WORK TASK: Search the data below for the word "CHRISTOPHER" and copy each line that holds it.

RECORDS:
● ● ● ●
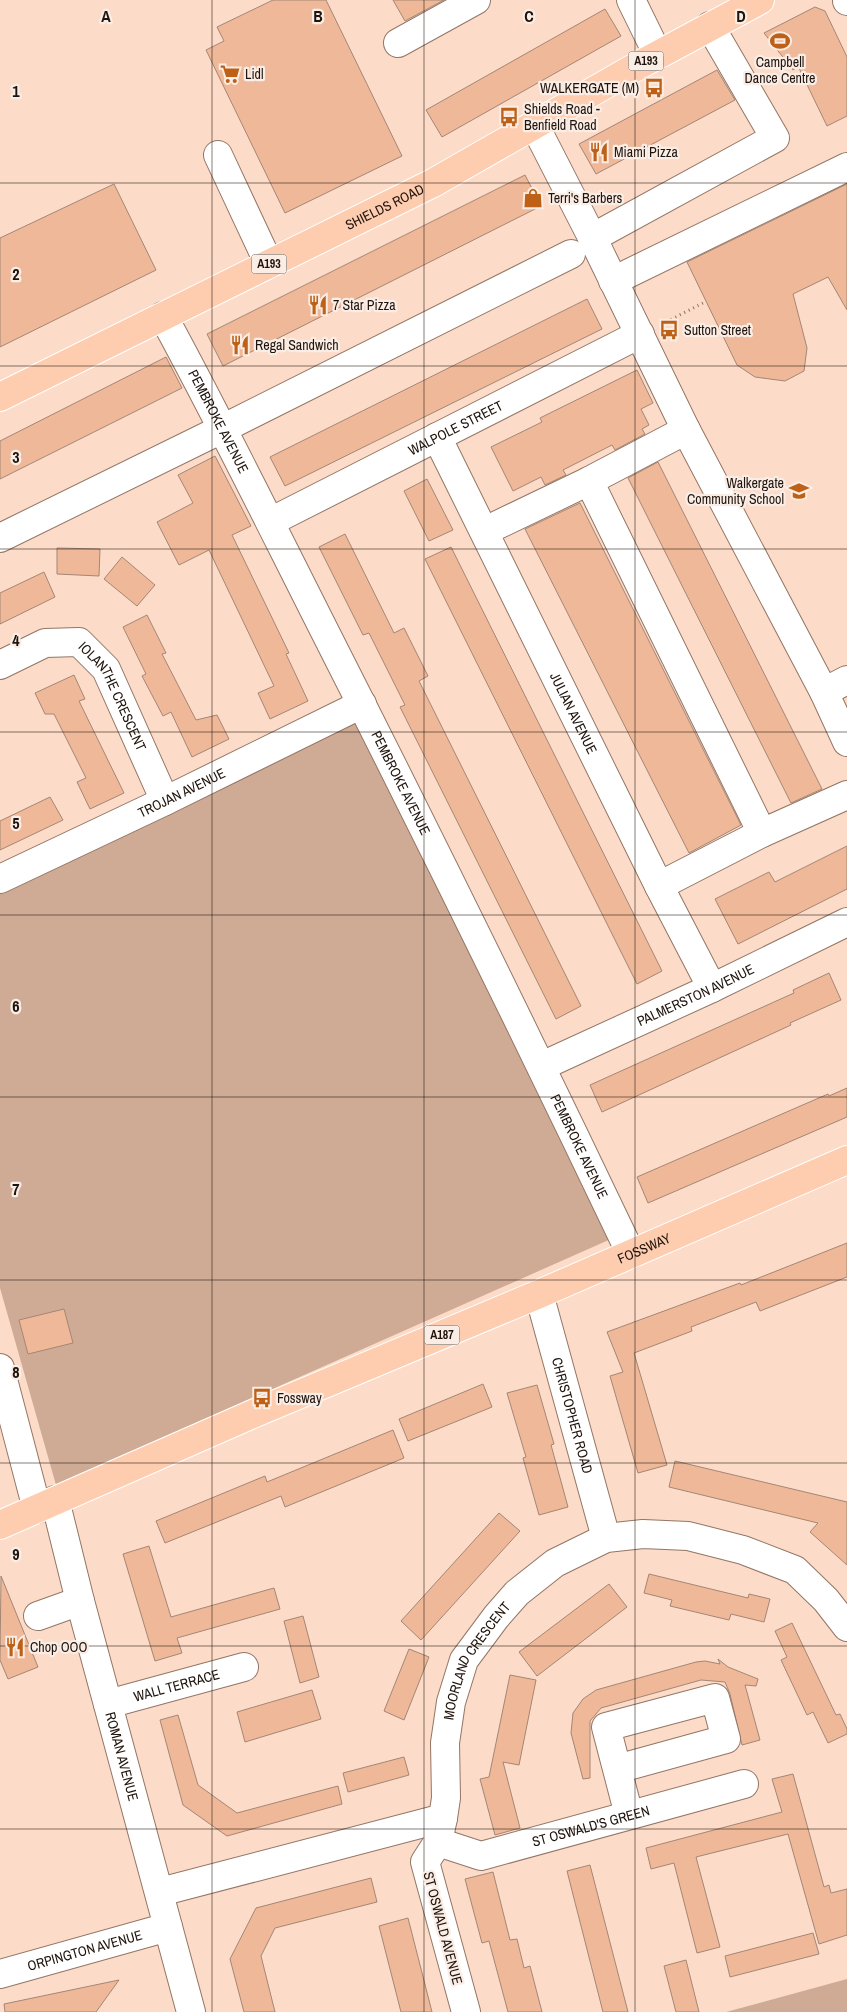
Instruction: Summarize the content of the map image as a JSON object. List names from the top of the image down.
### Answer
{
  "streets": {
    "main road": [
      "A193",
      "SHIELDS ROAD",
      "FOSSWAY",
      "A187"
    ],
    "street": [
      "PEMBROKE AVENUE",
      "WALPOLE STREET",
      "IOLANTHE CRESCENT",
      "JULIAN AVENUE",
      "TROJAN AVENUE",
      "PALMERSTON AVENUE",
      "CHRISTOPHER ROAD",
      "MOORLAND CRESCENT",
      "WALL TERRACE",
      "ROMAN AVENUE",
      "ST OSWALD'S GREEN",
      "ST OSWALD AVENUE",
      "ORPINGTON AVENUE"
    ]
  },
  "crossings": [
    ["SHIELDS ROAD", "PEMBROKE AVENUE"],
    ["PEMBROKE AVENUE", "WALPOLE STREET"],
    ["PEMBROKE AVENUE", "TROJAN AVENUE"],
    ["PEMBROKE AVENUE", "PALMERSTON AVENUE"],
    ["PEMBROKE AVENUE", "FOSSWAY"],
    ["WALPOLE STREET", "JULIAN AVENUE"],
    ["IOLANTHE CRESCENT", "TROJAN AVENUE"],
    ["JULIAN AVENUE", "PALMERSTON AVENUE"],
    ["FOSSWAY", "CHRISTOPHER ROAD"],
    ["FOSSWAY", "ROMAN AVENUE"],
    ["CHRISTOPHER ROAD", "MOORLAND CRESCENT"],
    ["MOORLAND CRESCENT", "ST OSWALD'S GREEN"],
    ["MOORLAND CRESCENT", "ST OSWALD AVENUE"],
    ["WALL TERRACE", "ROMAN AVENUE"],
    ["ROMAN AVENUE", "ORPINGTON AVENUE"],
    ["ST OSWALD'S GREEN", "ST OSWALD AVENUE"]
  ],
  "places": {
    "sports": ["Campbell Dance Centre"],
    "supermarket": ["Lidl"],
    "bus stop": [
      "WALKERGATE (M)",
      "Shields Road - Benfield Road",
      "Sutton Street",
      "Fossway"
    ],
    "restaurant": [
      "Miami Pizza",
      "7 Star Pizza",
      "Regal Sandwich",
      "Chop OOO"
    ],
    "shop": ["Terri's Barbers"],
    "school or university": ["Walkergate Community School"]
  },
  "grid": {
    "columns": [
      "A",
      "B",
      "C",
      "D"
    ],
    "rows": [
      "1",
      "2",
      "3",
      "4",
      "5",
      "6",
      "7",
      "8",
      "9"
    ]
  }
}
● ● ● ●
RESULT OF THE EXERCISE:
      "CHRISTOPHER ROAD",
    ["FOSSWAY", "CHRISTOPHER ROAD"],
    ["CHRISTOPHER ROAD", "MOORLAND CRESCENT"],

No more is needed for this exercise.